[Dataset items]
+--
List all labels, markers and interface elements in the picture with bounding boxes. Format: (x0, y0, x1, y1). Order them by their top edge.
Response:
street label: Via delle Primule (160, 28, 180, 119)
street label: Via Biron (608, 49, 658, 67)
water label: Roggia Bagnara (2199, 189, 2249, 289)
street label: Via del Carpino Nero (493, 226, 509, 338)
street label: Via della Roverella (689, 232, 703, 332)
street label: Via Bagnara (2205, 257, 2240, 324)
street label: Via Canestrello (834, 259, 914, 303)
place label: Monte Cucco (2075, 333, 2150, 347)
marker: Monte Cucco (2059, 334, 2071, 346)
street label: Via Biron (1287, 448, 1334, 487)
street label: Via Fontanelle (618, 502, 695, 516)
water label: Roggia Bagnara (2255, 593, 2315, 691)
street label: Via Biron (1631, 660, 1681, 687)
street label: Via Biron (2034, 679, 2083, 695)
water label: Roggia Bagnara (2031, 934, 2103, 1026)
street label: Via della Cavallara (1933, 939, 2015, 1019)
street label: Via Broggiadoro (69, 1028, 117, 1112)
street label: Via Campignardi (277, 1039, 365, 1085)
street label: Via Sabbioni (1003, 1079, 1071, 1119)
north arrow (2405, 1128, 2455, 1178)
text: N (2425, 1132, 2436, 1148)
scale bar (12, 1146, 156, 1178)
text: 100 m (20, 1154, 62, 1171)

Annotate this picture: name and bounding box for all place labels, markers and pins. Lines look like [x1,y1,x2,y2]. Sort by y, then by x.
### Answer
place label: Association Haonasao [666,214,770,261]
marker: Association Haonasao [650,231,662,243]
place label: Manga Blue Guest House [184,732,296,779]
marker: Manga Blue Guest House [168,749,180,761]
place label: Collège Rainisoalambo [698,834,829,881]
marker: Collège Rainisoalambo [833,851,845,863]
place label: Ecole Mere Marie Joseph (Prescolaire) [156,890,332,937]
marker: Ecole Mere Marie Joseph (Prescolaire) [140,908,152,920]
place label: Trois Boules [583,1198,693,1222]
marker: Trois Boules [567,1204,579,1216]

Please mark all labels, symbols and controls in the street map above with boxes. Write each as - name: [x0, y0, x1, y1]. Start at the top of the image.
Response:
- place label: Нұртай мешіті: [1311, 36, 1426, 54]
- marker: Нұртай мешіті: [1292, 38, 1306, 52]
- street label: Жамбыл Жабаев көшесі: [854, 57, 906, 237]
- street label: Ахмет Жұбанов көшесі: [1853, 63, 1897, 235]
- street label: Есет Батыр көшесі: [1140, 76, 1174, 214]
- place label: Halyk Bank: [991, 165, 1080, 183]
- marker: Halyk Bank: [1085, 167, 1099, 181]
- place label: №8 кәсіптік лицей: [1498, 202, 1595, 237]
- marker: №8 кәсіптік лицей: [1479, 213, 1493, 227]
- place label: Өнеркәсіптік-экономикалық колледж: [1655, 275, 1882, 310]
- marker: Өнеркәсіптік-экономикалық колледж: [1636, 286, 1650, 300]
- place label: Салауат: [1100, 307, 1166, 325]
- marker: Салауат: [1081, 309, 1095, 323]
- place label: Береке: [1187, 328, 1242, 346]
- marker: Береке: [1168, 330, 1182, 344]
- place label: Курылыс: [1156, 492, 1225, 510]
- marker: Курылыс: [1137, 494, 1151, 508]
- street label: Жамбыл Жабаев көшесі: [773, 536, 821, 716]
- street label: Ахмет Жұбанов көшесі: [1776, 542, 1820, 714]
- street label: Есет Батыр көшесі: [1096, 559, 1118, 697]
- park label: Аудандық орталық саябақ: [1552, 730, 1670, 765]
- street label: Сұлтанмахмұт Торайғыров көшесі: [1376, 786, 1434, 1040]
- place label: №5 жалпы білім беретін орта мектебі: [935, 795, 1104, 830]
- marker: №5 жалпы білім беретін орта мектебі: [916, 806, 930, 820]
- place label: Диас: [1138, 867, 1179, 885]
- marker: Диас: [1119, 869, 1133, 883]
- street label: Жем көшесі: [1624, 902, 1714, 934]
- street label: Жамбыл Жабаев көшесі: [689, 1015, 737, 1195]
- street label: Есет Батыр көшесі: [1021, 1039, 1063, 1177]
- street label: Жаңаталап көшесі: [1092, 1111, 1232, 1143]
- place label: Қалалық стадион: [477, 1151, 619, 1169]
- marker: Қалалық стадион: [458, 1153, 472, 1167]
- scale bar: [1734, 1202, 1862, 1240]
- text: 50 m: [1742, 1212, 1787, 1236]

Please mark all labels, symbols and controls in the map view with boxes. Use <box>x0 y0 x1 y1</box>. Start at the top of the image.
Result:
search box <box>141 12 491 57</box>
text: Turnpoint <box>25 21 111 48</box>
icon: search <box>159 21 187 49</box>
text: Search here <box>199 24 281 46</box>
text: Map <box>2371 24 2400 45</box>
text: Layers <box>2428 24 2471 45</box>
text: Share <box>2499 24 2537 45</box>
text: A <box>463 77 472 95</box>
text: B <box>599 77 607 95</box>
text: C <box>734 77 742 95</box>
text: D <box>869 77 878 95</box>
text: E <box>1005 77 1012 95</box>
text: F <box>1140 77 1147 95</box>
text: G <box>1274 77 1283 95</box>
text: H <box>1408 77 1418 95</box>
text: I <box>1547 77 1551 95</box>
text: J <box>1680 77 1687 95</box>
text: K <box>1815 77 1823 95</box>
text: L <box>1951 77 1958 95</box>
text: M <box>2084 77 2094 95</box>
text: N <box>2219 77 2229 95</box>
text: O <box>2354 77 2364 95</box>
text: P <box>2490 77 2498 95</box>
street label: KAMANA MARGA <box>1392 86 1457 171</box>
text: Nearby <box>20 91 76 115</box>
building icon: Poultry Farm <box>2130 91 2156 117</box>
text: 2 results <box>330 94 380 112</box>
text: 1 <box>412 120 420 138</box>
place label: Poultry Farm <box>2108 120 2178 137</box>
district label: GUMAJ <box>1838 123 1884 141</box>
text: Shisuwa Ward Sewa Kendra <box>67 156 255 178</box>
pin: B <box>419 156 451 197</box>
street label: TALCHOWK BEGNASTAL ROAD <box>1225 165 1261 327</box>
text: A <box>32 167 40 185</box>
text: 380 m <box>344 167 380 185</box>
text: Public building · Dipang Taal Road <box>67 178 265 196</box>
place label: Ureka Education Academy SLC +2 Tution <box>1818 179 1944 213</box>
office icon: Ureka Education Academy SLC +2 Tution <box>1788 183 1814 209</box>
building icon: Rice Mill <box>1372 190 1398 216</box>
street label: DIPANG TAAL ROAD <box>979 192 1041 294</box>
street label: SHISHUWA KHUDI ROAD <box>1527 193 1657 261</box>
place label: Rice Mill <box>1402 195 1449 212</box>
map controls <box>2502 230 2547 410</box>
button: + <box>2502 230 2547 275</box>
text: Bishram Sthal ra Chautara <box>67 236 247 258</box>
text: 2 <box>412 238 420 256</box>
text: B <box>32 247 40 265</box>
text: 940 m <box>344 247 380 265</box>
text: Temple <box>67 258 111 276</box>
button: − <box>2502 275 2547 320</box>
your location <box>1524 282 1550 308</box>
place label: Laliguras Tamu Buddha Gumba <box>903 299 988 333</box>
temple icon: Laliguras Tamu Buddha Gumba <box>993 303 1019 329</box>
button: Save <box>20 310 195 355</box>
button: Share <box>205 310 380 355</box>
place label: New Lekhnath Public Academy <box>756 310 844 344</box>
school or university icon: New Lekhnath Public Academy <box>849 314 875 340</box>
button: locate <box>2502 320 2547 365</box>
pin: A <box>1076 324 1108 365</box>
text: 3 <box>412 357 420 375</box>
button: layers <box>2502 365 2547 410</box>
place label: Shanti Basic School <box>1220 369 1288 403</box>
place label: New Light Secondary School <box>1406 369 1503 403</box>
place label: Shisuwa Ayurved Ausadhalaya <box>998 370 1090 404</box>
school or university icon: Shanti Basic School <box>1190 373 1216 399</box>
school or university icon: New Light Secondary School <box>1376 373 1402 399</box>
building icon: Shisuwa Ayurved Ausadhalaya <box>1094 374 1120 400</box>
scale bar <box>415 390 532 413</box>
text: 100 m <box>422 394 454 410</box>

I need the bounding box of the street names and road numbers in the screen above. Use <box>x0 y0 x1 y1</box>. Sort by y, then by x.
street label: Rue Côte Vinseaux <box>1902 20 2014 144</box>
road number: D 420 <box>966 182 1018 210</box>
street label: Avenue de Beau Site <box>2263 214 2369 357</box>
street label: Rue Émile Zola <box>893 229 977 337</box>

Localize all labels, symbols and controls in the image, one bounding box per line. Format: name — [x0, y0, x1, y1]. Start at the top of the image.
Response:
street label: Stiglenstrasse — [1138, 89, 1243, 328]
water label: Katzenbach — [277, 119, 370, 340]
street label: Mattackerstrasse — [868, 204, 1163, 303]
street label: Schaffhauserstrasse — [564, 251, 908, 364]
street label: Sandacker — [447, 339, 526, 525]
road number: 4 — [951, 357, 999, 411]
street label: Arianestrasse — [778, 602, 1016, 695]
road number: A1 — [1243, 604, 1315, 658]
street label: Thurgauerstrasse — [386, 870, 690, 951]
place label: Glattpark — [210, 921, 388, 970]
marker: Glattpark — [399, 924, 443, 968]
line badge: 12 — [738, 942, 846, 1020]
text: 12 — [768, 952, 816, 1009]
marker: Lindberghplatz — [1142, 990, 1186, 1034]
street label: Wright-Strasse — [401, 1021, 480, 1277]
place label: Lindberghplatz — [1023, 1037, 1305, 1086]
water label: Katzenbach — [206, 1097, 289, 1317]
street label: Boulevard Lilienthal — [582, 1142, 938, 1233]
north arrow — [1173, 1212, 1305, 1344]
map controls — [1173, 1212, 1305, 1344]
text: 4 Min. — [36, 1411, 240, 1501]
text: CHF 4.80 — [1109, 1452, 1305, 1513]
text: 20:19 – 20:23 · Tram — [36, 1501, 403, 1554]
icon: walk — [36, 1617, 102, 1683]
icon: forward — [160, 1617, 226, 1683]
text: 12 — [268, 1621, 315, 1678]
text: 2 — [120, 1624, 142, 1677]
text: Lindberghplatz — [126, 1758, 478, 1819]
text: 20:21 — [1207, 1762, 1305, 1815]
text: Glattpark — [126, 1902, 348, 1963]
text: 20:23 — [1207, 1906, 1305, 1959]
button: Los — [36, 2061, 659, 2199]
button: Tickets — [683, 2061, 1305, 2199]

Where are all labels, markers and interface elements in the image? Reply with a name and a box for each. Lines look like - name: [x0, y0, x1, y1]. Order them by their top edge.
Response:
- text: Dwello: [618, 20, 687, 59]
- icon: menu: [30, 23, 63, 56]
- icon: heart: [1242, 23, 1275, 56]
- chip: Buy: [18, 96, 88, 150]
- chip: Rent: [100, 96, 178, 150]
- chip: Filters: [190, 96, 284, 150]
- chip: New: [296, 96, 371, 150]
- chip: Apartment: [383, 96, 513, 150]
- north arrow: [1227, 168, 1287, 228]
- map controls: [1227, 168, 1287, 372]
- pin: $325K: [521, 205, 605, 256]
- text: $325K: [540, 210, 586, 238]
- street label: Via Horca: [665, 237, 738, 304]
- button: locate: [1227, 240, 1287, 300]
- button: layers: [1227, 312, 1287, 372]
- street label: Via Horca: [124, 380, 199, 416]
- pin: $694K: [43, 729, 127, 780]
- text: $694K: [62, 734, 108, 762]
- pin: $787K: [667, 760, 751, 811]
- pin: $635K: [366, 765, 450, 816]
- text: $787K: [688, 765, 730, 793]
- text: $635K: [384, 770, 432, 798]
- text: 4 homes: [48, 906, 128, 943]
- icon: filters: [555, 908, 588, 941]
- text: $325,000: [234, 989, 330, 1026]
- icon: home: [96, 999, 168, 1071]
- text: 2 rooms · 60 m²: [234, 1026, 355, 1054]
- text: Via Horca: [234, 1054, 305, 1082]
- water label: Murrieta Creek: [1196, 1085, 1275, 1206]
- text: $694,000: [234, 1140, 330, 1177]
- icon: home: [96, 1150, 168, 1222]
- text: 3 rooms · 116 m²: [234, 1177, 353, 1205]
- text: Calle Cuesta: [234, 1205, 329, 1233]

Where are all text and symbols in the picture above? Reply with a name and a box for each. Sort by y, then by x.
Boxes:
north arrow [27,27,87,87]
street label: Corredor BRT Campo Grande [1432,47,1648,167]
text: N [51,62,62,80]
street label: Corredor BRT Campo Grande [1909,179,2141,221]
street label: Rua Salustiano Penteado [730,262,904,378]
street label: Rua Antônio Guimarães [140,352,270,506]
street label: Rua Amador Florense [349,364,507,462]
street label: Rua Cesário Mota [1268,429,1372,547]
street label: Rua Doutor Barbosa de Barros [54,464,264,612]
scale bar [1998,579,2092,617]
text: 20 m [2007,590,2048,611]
+--
- PROBLEM DESCRIPTION
Using the entries above, copy out all lines that contain the string "Bagnara".

- EXERCISE SOLUTION
water label: Roggia Bagnara (2199, 189, 2249, 289)
street label: Via Bagnara (2205, 257, 2240, 324)
water label: Roggia Bagnara (2255, 593, 2315, 691)
water label: Roggia Bagnara (2031, 934, 2103, 1026)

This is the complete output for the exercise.